+ 0,35 centime : telle est l’augmentation du prix du litre de diesel à la pompe en France en un peu moins de trois semaines. Le gazole s’achète à 2,07 euros le litre, selon une moyenne arrêtée à 11 h 00 ce mardi et établie sur 9 500 stations-service du pays, contre 1,72 euro avant le début de l’opération militaire américano-israélienne en Iran, le 28 février. Soit une progression de plus de 20 %.

Si l’essence n’a pas encore franchi le seuil symbolique des deux euros le litre, elle s’en approche fortement. Le litre de SP98 le frôle, à 1,99 euro, en hausse de 16 centimes en moyenne (+9 %) par rapport au début du conflit. Quant au litre de SP95-E10, l’essence la plus consommée par les Français, il s’affiche à 1,91 euro en moyenne, soit un bond de 19 centimes au litre (+11 %).

La hausse des prix des carburants en France depuis le début de la guerre au Moyen-Orient.La hausse des prix des carburants en France depuis le début de la guerre au Moyen-Orient. (Crédits : © Agathe Perrier, La Tribune)

La France dans la fourchette haute de l’Europe

Les prix à la pompe dans les stations françaises figurent parmi les plus élevés des autres pays membres de l’Union européenne, d’après les données du dernier bilan hebdomadaire de la Commission européenne, arrêtées au 9 mars.

À cette date, le litre de SP95 s’affichait à 1,84 euro en France et celui du gazole à 1,95 euro, au-dessus de la moyenne des Vingt-Sept établie à 1,77 euro pour le SP95 et 1,86 euro pour le gazole.

La barre des deux euros avait déjà été franchie pour ces deux carburants au Danemark, en Allemagne et aux Pays-Bas. C’est dans ce dernier qu’ils étaient au plus haut niveau : 2,17 euros le litre de SP95 et 2,26 euros celui du gazole.
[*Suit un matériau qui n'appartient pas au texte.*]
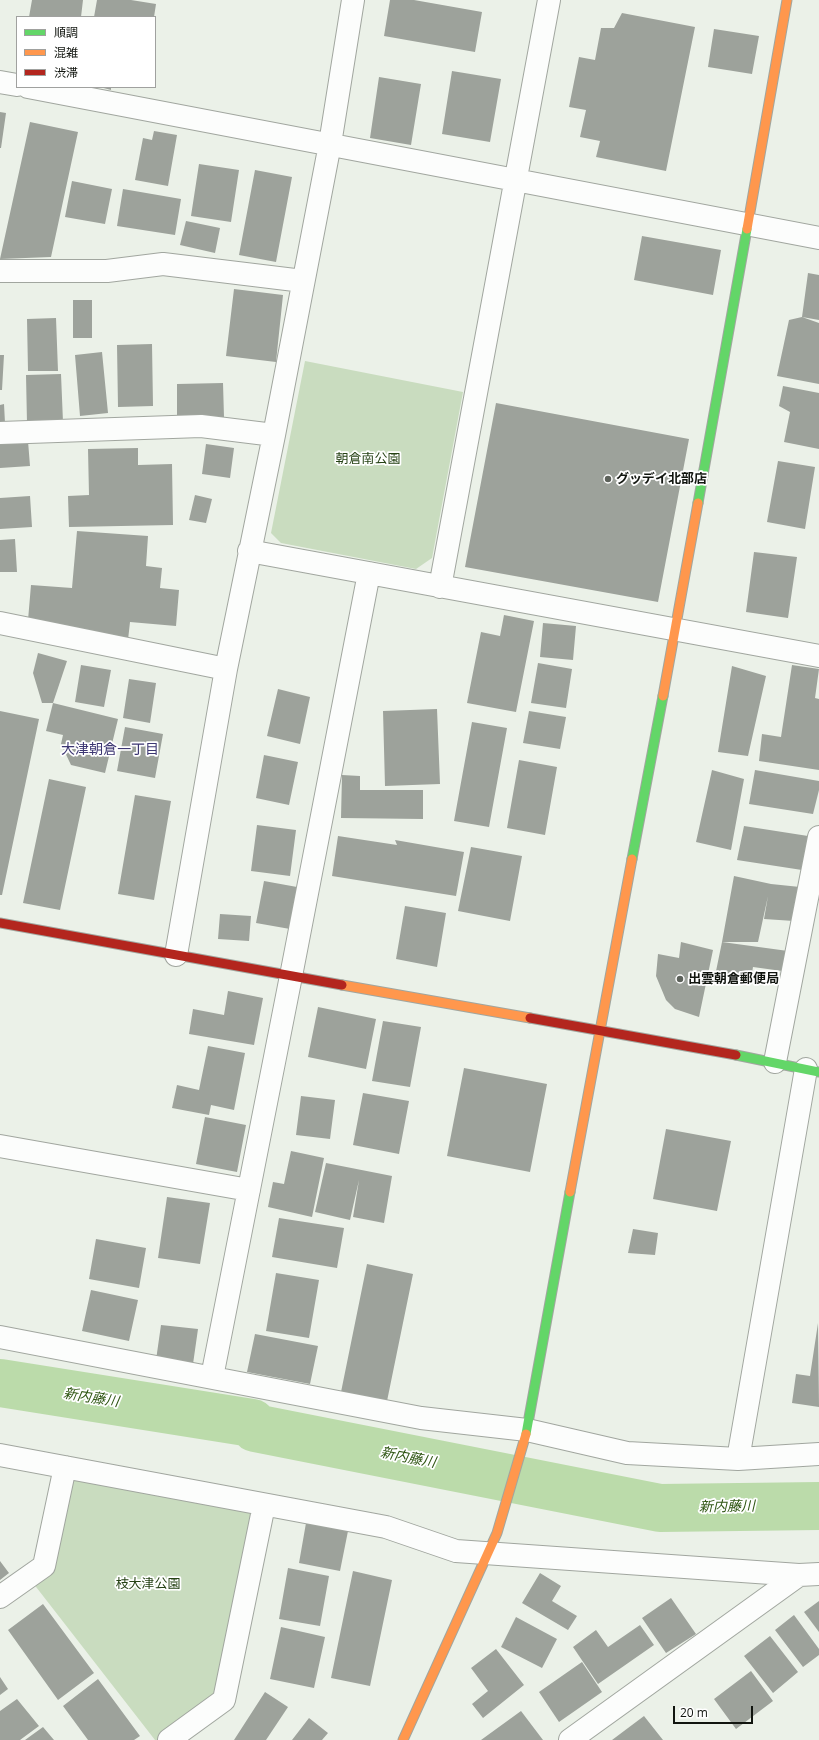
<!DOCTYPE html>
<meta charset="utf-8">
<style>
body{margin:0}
#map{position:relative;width:819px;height:1740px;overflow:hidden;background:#ebf1e8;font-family:"Open Sans","Noto Sans JP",sans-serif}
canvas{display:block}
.legend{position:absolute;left:16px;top:16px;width:140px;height:72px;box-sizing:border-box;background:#fff;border:1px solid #a0a19f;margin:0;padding:5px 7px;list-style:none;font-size:12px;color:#11150f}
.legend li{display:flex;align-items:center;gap:8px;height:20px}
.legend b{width:20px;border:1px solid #a0a19f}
.scale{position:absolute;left:673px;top:1706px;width:80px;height:18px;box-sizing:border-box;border:2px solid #11150f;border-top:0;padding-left:5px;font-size:12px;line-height:14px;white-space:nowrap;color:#11150f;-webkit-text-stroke:3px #fff;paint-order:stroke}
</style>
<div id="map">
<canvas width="819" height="1740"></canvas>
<ul class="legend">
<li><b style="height:5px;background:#63d668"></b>順調</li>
<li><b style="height:5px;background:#ff974d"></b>混雑</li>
<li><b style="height:5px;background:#b3261e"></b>渋滞</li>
</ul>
<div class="scale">20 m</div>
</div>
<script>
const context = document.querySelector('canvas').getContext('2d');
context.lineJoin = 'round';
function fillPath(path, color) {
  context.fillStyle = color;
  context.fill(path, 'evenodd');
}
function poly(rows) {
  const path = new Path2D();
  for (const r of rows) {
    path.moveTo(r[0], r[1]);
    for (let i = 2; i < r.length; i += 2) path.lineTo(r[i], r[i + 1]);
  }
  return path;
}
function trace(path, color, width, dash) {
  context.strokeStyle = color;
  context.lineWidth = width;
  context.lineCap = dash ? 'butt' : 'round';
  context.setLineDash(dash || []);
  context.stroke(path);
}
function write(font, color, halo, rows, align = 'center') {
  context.font = font + ' "Open Sans","Noto Sans JP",sans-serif';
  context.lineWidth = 3.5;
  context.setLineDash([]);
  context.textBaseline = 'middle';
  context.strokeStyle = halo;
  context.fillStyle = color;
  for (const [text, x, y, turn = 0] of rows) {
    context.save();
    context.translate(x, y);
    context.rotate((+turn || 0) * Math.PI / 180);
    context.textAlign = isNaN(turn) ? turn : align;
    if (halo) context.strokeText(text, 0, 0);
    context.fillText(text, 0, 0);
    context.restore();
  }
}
fillPath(poly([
 [305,361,463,392,432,558,416,569,281,543,271,533],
 [70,1478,254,1510,219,1696,159,1740,155,1740,33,1583]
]), '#c9dcbf');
trace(poly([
 [0,1383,252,1423,255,1428,660,1508,819,1506]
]), '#bbdbaa', 48);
fillPath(poly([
 [32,0,83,0,81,17,29,17],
 [97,0,131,0,156,4,154,17,94,17],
 [390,0,414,0,482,12,475,52,384,36],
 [622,13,695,27,666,171,596,157,600,141,580,137,586,110,569,107,579,57,595,60,601,28,614,28],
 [714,29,759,36,752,74,708,67],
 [452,71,501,79,490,142,442,134],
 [379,77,421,84,411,145,370,138],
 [100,87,111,87,111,90],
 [0,112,6,113,1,148,0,148],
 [30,122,78,132,51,257,0,259],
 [154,131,177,135,168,186,135,180,143,138,152,140],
 [199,164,239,170,231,222,191,216],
 [255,170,292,177,276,262,239,255],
 [72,181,112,189,105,224,65,217],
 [123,189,181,199,175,235,117,226],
 [186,221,220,228,215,253,180,245],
 [642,236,721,250,713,295,634,280],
 [808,273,819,275,819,320,802,317,819,323,819,384,777,376,789,320,802,317],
 [234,289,283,295,276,362,226,356],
 [73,300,92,300,92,338,73,338],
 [56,318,58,371,28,371,27,319],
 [152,344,153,406,118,407,117,345],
 [102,352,108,413,80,416,75,355],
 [0,355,4,355,2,390,0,390],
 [61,374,63,422,27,423,26,375],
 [223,383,224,417,177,418,177,384],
 [783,386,819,393,819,449,784,442,790,412,779,406],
 [496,403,689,439,658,602,465,567],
 [4,404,5,423,0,423,0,405],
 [28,441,30,466,0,468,0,442],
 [206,444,234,448,230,478,202,474],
 [138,448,138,465,172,464,173,525,69,527,68,496,89,495,88,449],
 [778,461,815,467,805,529,767,522],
 [195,495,212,499,206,523,189,520],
 [30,496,32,527,0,529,0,498],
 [77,531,148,536,146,566,162,568,160,588,179,590,176,626,130,622,128,640,27,632,31,585,72,588],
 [15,539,17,572,0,572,0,540],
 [754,552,797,557,788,618,746,612],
 [504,615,534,621,516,712,467,703,481,632,500,636],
 [543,623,576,626,573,660,540,657],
 [38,653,67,661,53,703,42,703,33,673],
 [538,663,572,669,566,708,531,703],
 [81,665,111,670,104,707,75,702],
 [792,665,819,669,815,698,819,699,819,770,759,761,762,734,781,737],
 [732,666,766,676,748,756,718,752],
 [129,679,156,683,150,723,123,718],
 [278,689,310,697,300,744,267,736],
 [53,703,118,719,105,773,71,765,61,744,63,735,46,731],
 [437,709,440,784,385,786,383,711],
 [0,711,39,719,2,895,0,895],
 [529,711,566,717,560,749,523,743],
 [472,722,507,728,489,827,454,821],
 [125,727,163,734,155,778,117,771],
 [264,755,298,762,289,805,256,798],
 [519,760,557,767,545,835,507,828],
 [712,770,744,779,731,850,696,842],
 [755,770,819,781,819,790,813,814,749,804],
 [342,775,360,776,360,790,423,790,423,819,341,818],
 [49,779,86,787,60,910,23,903],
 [135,795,171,801,154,900,118,894],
 [257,825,296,830,290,876,251,871],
 [744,826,808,836,802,870,737,860],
 [338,836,397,845,395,840,464,852,456,896,332,876],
 [471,847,522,856,510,921,458,911],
 [734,876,771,884,800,887,794,921,764,919,768,896,758,942,722,942],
 [264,881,297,887,290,929,256,923],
 [405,906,446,913,437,967,396,959],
 [220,914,251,916,249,941,218,939],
 [681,942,713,950,699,1017,675,1009,666,1000,656,976,658,954,679,958],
 [722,942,788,951,782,971,753,967,750,985,715,976],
 [228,991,263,998,254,1045,189,1034,193,1009,224,1015],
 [318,1007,376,1019,366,1069,308,1057],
 [383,1021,421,1027,410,1087,372,1081],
 [208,1046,245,1053,234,1110,211,1105,209,1115,172,1108,177,1085,199,1090],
 [464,1068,547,1084,530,1172,447,1156],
 [363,1093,409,1101,399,1154,353,1145],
 [301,1096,335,1100,330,1139,296,1135],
 [205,1117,246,1125,237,1172,196,1164],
 [666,1129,731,1141,717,1211,653,1199],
 [291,1151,324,1158,312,1217,268,1207,273,1182,284,1184],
 [326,1163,392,1176,384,1223,353,1217,359,1180,350,1220,315,1212],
 [167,1197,210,1203,200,1264,158,1258],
 [279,1218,344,1228,337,1268,272,1257],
 [633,1229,658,1233,655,1255,628,1253],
 [96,1239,146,1248,139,1288,89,1279],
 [367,1264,413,1274,386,1406,340,1397],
 [276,1273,319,1280,309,1338,266,1331],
 [91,1290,138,1300,129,1341,82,1331],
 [818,1323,819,1407,792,1403,796,1374,810,1376],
 [161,1325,198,1329,193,1364,156,1360],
 [255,1334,318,1346,310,1384,247,1372],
 [306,1523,348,1531,340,1571,299,1563],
 [0,1561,9,1573,0,1580],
 [288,1568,329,1576,320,1626,279,1619],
 [353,1571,392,1580,370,1686,331,1678],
 [540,1573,561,1586,552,1601,577,1616,568,1630,522,1603],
 [671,1598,696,1634,666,1653,642,1618],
 [819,1601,819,1632,804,1612],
 [43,1604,94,1673,58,1700,8,1630],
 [794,1615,819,1649,819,1655,803,1667,775,1630],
 [516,1617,557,1639,542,1668,501,1647],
 [640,1625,654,1645,598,1684,573,1647,596,1630,608,1647],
 [281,1627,325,1637,314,1688,270,1679],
 [770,1636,798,1672,773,1693,744,1656],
 [496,1649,524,1685,483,1718,472,1704,488,1691,471,1668],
 [582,1662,602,1692,559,1722,539,1692],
 [751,1671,773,1701,736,1729,714,1699],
 [0,1677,8,1689,0,1695],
 [98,1679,140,1736,134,1740,88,1740,63,1706],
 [265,1692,288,1707,266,1740,234,1740],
 [17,1699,39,1726,20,1740,0,1740,0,1711],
 [521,1711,543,1740,481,1740],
 [644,1716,663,1740,612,1740],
 [309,1718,328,1733,322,1740,292,1740],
 [43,1727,54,1740,25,1740]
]), '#9da29b');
const street = poly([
 [0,82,17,85],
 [28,87,819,238],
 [0,271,107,271,163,264,303,281],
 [0,433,201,426,274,435],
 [249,551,819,656],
 [440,587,549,0],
 [0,623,226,669],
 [176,955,226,669,274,435,330,144,353,0],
 [775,1062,819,837],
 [0,1146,249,1190],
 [0,1337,421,1418,527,1430,627,1453,738,1459,819,1454],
 [212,1377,291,976,369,573],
 [0,1455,386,1527,456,1551,799,1575,819,1574],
 [738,1459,806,1069],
 [0,1597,44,1566,65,1467],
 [169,1740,224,1700,264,1505],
 [570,1740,799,1575]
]);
const fast = poly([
 [698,503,747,229],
 [632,859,663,696],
 [736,1055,819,1072],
 [526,1434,570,1192]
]);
const slow = poly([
 [747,229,787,0],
 [663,696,698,503],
 [342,985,530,1018],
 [570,1192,632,859],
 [403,1740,497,1533,526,1434]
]);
const jam = poly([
 [0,923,342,985],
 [530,1018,736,1055]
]);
trace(street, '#a1a69f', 24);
trace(fast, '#a1a69f', 11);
trace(slow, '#a1a69f', 11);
trace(jam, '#a1a69f', 11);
trace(street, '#fcfdfc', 22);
trace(fast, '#63d668', 9);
trace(slow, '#ff974d', 9);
trace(jam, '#b3261e', 9);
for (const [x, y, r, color] of [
 [608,479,4,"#5d625b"],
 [680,979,4,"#5d625b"]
]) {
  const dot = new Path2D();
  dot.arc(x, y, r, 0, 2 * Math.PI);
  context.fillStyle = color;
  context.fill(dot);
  trace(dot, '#fff', 1.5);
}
write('13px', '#254114', '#fff', [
 ["朝倉南公園",368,459],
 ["枝大津公園",148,1584]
]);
write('bold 13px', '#11150f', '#fff', [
 ["グッデイ北部店",616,479],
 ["出雲朝倉郵便局",688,979]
], 'left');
write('14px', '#3c3672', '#fff', [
 ["大津朝倉一丁目",110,750]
]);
write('italic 14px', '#2f5613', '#fff', [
 ["新内藤川",91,1398,9],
 ["新内藤川",408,1458,11],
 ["新内藤川",727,1507,-1]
]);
</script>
A contrario, certains pays de l’est de l’Europe profitent de prix que les Français n’ont plus côtoyés depuis des mois, voire plusieurs années. En Bulgarie, Slovénie, Slovaquie, Malte et Chypre, le litre de diesel comme de SP95 coûte entre 1,20 et 1,50 euro.

Ces pays, dont le niveau de vie des habitants est moins élevé qu’en France, ne sont toutefois pas épargnés par la hausse des prix des carburants. En Bulgarie, le gouvernement a d’ailleurs annoncé lundi débloquer une aide financière pour les ménages les plus précaires tant que les prix resteront élevés en raison du conflit au Proche-Orient.

Très chères taxes

Comment expliquer cette différence de prix entre les Vingt-Sept alors que tous payent le baril au même tarif ? Tout est une question de coûts, mais aussi de divergences de taxes imposées sur les carburants par les États. « Le prix à la pompe est fixé par chaque distributeur en fonction de quatre paramètres principaux : le coût du pétrole et de son raffinage, le coût de son transport, la marge du distributeur et enfin les taxes nationales. Chaque paramètre influe sur la différence des prix à la pompe entre les distributeurs et entre les pays », rappelle le média Toute l’Europe.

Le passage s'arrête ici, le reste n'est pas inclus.